The Lake Saint Louis Green Advisory Committee (GEAC) reminds residents that you can always reduce your energy consumption at your home. There are several no or low costs ways you can reduce your utility costs, while reducing your carbon footprint which collectively has a positive impact on our planet. Cost and energy savings can be attained during all times of the year, with summer and winter savings being more noticeable in our region.
Make sure all your doors, windows, and wall penetrations are properly sealed. Because colder air moves towards warmer air, gaps in walls or around windows and doors allow for cold air to escape into the heated interior in the winter and for air-conditioned cooler air to escape to the exterior in summer months.

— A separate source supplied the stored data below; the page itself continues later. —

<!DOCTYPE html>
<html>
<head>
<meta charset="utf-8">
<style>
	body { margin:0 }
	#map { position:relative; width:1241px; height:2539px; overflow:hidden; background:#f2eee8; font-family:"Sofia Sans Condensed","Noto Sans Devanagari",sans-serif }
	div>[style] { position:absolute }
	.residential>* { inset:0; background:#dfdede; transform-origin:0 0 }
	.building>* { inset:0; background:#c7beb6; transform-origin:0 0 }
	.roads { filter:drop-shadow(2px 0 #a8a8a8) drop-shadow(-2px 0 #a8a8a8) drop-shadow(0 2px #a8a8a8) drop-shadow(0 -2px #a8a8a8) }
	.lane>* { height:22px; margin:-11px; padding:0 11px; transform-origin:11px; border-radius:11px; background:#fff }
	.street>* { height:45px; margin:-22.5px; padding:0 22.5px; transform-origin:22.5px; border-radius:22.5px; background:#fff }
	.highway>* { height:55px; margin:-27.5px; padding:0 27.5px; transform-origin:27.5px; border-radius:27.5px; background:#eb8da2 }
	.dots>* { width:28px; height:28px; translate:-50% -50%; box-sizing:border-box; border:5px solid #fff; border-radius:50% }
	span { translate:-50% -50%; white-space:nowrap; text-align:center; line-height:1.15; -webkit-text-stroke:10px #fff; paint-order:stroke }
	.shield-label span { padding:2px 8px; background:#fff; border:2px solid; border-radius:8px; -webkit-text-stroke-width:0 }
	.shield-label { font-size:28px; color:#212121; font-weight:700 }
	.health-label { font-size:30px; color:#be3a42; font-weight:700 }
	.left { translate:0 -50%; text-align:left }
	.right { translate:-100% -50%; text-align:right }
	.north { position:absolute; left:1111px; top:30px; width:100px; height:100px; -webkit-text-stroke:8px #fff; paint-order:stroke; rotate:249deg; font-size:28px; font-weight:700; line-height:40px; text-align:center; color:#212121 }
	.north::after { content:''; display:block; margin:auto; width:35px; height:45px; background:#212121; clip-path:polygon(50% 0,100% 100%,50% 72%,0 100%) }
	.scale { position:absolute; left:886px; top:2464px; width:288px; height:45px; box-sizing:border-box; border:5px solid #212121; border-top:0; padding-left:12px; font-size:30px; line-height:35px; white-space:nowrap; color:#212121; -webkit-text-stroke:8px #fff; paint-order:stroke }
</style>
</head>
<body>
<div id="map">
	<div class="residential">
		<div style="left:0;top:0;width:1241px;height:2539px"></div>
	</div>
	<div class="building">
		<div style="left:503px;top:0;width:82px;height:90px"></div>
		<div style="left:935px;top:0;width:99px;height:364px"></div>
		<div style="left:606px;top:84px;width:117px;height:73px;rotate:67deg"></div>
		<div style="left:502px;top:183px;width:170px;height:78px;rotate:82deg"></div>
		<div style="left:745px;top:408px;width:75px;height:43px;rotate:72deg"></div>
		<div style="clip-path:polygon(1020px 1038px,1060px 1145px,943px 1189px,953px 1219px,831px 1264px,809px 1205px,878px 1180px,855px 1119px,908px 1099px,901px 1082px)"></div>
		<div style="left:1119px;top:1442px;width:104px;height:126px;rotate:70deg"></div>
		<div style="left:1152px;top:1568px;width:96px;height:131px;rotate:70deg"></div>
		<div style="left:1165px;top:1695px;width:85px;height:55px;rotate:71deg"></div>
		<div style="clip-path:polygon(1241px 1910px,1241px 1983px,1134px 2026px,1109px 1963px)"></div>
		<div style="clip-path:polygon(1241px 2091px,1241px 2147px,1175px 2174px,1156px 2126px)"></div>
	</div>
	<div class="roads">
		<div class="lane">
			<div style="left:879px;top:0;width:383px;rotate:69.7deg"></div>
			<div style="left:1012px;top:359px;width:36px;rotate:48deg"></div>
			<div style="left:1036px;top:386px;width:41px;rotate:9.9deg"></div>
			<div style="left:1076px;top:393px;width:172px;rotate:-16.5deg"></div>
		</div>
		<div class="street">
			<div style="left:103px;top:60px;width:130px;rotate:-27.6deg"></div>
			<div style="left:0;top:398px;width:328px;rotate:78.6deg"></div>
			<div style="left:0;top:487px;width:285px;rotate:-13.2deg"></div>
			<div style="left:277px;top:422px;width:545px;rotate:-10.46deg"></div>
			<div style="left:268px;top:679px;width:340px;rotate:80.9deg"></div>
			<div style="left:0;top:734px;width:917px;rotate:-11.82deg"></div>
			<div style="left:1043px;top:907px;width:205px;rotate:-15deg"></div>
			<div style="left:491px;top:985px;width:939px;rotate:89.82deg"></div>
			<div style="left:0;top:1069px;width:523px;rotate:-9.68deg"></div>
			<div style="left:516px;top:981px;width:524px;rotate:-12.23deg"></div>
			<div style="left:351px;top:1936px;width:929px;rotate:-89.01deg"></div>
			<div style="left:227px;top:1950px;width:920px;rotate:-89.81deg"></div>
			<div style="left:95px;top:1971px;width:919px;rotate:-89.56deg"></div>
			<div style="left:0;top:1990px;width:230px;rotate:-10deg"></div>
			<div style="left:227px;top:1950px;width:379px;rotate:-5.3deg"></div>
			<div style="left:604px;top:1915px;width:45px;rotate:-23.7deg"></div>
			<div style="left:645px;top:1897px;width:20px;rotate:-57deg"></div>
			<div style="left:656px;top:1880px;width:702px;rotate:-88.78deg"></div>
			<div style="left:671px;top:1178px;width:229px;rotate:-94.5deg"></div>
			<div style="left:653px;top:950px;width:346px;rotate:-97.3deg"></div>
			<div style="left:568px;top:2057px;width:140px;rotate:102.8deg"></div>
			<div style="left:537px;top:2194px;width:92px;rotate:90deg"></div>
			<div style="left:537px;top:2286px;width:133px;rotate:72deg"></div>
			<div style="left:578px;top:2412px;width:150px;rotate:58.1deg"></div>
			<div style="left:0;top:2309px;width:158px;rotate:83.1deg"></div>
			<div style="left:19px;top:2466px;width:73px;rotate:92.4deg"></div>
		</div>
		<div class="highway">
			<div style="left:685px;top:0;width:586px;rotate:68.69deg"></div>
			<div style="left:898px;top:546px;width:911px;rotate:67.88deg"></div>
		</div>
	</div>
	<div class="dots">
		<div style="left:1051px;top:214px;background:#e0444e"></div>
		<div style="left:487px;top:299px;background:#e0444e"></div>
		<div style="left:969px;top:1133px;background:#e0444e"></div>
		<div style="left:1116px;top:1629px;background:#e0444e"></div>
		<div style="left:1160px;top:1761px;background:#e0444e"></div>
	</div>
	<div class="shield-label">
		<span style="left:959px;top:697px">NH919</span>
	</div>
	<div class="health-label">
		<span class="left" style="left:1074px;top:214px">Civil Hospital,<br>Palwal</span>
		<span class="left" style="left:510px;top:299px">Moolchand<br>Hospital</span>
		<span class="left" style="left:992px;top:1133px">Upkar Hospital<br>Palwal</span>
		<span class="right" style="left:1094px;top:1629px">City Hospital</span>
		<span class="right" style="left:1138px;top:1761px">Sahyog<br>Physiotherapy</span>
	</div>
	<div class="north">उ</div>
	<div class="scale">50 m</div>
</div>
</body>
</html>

There are several places where it is important to insulate your home’s building envelope from the heat of summer and cold of winter. In our region of the country, it is recommended residential attics are insulated to an R-value of 38 to 60. As an example, if your attic has 6” thick batt insulation installed between the joists of your attic floor, you can add 5“ to 11” of blown in insulation to bring your attic R-value to the recommended levels. Depending on the size of your attic, these improvements can cost as little as $100 to $200. Floors, especially those over the outdoors or indoor unconditioned spaces, should be insulated to an R-value of 35 to 30. For exterior walls, many homes are only built with 2×4 wood studs, with 3 ½” of batt insulation, which only provides an R-value of 11, when 16 is recommended. When replacing exterior siding, you can lower your utility bills by adding R-5 insulative wall sheathing before installing your new siding. If you find that exterior walls are not filled with insulation, there are many options to insulate these cavities. Another area is between floor joists that attach to top of concrete crawl space or basement walls. Batt insulation should be solidly installed on top of the concrete walls between the joists.
With sealing and insulation improvements, it is important to have your mechanical contractor verify that your ventilation system is working properly, especially in winter. With less heated air escaping to the exterior it is best to make sure your home is ventilated properly to eliminate the buildup of carbon dioxide and stale air inside your home.